Déconfinement : attention à la nature, qui a repris ses droits pendant 2 mois

Déconfinement : attention à la nature, qui a repris ses droits pendant 2 mois
La forêt de Rochefort, le 7 mai 2020.

, publié le vendredi 08 mai 2020 à 19h27

Les organismes et associations craignent une véritable "hécatombe" en pleine période de naissances et de nidification.

Pendant près de 2 mois, plantes et animaux se sont épanouis, libérés de la pression humaine habituelle.

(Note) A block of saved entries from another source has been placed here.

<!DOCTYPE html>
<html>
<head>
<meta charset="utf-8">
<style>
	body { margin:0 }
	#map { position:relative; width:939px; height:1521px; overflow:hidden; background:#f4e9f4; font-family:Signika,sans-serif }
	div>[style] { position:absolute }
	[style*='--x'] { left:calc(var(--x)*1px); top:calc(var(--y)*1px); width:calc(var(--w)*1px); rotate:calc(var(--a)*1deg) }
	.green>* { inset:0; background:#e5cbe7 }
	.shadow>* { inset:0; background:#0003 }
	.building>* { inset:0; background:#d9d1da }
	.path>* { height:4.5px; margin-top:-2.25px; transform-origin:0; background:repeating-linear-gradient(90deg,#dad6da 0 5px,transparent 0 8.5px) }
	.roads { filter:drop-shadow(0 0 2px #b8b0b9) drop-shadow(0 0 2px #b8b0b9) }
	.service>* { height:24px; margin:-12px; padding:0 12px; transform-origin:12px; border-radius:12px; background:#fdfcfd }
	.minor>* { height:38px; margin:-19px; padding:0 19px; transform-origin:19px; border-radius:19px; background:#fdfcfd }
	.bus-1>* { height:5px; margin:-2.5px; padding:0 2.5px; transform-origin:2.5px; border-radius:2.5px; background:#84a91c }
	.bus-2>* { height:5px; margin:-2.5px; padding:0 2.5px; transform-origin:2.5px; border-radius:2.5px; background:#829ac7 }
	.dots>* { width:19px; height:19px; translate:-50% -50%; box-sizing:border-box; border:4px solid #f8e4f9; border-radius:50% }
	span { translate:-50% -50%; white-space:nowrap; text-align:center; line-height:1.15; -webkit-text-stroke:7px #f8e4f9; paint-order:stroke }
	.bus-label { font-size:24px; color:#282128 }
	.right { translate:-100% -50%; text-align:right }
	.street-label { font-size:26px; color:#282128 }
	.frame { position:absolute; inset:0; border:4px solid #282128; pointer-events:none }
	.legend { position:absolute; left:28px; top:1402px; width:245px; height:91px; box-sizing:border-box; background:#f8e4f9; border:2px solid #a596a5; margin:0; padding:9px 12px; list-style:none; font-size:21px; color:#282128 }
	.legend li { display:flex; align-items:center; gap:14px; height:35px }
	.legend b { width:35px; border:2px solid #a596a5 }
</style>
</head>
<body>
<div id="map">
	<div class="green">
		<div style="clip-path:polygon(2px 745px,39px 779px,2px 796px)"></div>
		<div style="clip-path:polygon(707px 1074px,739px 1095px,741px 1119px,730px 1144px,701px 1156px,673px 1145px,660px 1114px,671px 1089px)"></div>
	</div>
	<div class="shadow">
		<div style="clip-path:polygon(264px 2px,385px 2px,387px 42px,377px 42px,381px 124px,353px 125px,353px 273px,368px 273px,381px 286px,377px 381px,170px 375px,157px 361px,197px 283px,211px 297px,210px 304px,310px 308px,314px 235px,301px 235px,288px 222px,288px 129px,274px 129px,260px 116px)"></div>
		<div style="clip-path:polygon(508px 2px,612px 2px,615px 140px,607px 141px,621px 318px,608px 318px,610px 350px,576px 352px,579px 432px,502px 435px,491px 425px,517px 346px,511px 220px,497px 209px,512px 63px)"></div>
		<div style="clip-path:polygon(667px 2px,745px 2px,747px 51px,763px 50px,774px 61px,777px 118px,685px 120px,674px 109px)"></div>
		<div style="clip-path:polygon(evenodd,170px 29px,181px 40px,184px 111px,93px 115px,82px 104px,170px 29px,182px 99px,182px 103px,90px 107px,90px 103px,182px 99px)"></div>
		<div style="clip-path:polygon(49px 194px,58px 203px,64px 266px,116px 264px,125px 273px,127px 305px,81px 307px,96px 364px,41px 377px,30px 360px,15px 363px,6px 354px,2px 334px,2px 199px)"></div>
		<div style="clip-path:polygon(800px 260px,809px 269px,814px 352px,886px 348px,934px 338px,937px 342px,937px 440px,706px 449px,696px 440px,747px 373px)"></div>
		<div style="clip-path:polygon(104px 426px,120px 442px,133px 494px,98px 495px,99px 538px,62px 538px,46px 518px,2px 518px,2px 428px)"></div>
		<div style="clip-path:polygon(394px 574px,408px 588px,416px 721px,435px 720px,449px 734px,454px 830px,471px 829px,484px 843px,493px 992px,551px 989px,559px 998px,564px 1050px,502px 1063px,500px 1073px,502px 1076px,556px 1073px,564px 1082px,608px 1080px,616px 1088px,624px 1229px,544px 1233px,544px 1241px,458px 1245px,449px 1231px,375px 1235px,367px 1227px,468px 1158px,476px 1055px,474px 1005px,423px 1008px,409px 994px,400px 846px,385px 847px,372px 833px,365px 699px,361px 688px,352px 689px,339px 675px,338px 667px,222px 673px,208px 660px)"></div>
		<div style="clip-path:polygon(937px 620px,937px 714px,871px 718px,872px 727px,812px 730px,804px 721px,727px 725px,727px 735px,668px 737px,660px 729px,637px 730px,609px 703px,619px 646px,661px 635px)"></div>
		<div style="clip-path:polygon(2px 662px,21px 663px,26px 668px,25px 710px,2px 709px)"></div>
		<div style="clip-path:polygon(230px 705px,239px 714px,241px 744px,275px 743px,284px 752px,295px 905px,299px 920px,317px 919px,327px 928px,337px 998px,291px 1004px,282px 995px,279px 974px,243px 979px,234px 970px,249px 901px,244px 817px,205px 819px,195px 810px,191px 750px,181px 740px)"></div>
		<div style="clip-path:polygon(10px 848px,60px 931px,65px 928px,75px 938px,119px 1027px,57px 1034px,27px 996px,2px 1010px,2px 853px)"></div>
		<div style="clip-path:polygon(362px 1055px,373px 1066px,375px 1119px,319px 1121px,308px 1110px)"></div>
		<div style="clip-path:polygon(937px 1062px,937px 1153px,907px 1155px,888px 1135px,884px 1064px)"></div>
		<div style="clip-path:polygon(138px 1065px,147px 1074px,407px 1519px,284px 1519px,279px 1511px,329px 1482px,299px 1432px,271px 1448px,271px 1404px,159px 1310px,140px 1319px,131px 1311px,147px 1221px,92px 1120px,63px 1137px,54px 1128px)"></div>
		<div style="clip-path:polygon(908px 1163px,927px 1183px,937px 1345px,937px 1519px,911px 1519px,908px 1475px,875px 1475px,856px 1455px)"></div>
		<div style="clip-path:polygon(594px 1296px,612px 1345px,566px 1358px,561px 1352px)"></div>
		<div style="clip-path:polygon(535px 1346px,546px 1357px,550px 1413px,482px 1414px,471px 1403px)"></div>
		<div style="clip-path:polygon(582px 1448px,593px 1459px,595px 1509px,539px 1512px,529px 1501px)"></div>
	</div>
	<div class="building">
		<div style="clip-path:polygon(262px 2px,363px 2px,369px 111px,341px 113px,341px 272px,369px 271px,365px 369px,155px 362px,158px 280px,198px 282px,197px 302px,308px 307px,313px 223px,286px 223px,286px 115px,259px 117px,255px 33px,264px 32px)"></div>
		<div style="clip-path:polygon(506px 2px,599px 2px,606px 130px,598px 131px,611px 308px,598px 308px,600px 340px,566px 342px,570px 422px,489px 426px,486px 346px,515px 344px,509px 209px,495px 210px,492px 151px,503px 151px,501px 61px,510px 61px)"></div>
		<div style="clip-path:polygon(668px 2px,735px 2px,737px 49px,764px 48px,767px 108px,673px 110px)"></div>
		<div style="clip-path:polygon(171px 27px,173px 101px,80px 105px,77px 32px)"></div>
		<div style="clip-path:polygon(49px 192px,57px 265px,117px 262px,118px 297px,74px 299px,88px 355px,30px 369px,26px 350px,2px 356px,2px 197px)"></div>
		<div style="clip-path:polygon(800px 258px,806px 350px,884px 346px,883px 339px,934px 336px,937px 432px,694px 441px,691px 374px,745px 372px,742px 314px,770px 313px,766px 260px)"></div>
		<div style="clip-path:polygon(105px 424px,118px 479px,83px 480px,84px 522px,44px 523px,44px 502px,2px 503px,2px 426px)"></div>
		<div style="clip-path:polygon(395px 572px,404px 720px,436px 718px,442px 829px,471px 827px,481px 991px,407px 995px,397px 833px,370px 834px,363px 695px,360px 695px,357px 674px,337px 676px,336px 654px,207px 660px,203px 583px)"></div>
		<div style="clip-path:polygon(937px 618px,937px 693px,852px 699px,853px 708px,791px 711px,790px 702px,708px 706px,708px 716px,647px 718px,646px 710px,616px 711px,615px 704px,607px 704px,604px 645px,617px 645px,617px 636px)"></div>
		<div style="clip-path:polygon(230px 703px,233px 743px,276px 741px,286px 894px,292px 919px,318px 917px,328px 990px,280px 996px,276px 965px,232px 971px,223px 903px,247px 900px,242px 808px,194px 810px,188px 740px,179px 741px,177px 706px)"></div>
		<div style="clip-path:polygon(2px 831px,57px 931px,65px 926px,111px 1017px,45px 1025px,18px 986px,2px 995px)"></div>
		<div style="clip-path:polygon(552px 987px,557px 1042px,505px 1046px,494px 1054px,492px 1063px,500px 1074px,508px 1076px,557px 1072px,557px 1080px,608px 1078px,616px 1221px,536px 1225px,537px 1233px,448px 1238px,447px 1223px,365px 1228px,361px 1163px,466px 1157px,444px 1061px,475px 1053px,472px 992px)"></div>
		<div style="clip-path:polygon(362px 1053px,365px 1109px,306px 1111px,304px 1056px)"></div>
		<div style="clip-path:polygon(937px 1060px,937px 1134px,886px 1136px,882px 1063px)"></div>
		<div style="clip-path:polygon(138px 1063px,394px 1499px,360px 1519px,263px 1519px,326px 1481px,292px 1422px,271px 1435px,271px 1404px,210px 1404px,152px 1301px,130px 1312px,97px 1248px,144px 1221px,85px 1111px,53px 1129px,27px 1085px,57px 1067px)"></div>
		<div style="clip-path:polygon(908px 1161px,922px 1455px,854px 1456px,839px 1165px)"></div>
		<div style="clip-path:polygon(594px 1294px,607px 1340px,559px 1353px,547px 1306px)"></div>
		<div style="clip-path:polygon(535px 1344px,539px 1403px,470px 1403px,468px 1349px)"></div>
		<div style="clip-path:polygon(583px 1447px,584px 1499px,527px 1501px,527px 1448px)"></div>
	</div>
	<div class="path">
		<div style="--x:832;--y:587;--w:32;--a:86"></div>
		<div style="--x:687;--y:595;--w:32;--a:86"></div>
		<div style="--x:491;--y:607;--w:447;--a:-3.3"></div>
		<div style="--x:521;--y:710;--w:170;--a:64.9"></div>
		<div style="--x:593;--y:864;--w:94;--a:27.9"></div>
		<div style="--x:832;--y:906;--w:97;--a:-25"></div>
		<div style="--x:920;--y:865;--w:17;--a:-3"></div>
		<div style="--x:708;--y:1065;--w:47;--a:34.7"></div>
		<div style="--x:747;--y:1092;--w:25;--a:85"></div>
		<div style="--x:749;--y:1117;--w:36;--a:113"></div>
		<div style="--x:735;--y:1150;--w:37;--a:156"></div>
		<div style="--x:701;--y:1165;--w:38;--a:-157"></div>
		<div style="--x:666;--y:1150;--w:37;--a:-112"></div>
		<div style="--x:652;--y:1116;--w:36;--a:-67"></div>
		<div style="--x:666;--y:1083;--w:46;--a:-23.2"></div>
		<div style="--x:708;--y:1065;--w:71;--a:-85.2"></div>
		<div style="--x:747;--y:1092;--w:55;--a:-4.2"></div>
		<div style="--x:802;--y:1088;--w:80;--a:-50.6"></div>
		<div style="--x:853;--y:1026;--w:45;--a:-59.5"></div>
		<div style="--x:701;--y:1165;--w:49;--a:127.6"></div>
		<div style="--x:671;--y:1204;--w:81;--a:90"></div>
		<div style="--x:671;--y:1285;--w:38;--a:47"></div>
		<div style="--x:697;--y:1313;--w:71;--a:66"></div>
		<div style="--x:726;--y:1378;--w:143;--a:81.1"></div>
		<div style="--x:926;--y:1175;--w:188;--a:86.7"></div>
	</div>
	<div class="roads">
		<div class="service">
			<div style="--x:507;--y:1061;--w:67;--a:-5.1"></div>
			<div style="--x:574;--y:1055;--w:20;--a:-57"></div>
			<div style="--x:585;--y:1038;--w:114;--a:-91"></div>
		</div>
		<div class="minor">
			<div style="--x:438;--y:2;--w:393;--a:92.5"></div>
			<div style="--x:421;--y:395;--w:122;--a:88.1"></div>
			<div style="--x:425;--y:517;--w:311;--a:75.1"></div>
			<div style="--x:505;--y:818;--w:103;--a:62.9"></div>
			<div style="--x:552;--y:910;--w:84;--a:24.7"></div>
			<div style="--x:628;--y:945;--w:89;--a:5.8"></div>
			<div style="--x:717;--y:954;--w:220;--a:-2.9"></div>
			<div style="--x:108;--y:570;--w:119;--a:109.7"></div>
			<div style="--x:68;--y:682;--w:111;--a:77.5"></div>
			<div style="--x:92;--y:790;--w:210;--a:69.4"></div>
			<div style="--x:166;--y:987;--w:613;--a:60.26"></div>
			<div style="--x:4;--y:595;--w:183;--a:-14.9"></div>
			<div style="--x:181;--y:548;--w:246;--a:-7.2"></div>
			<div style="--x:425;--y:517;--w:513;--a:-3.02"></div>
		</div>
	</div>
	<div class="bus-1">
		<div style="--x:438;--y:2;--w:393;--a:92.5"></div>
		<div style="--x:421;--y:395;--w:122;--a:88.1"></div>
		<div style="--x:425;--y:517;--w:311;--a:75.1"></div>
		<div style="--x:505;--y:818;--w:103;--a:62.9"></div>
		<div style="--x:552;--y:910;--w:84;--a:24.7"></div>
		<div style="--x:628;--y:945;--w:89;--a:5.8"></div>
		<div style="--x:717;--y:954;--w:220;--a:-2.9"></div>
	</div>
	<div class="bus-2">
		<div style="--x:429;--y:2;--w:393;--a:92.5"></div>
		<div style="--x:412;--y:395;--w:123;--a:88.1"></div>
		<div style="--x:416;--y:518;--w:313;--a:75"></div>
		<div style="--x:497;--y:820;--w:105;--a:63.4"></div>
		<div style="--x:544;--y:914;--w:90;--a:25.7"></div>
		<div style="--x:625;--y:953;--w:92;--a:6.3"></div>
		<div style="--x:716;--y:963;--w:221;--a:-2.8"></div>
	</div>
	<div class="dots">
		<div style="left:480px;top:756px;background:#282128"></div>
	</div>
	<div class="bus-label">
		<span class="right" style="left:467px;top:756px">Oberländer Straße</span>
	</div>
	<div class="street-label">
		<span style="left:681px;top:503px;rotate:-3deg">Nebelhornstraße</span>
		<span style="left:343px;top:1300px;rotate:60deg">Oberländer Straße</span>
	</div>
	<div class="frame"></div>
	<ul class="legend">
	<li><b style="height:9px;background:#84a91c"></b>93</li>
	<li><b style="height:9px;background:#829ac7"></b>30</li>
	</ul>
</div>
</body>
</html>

Lundi, avec le déconfinement de millions de personnes, les risques de dégâts importants pour la faune et la flore est réel avertissent vendredi 8 mai l'Office national des forêts (ONF) et la Ligue de protection des oiseaux (LPO).


À trois jours du début du déconfinement progressif en France, l'ONF rappelle ainsi que les week-ends de mai sont par exemple en Île-de-France "déjà ceux qui habituellement reçoivent le plus de monde". Or, pendant près de deux mois de confinement "la tranquillité inhabituelle retrouvée en forêt a donné (aux animaux) envie de se déplacer davantage, voire d'aller dans des endroits fréquentés par l'homme".

Et au sortir de cette période "la faune sauvage sera plus sensible au dérangement", d'autant que c'est le moment des naissances pour les mammifères et de la nidification pour les oiseaux. "Les visiteurs vont faire irruption dans une nurserie qui a perdu l'habitude des hommes," résume Pierre-Édouard Guillain, directeur de l'agence Île-de-France Est de l'ONF.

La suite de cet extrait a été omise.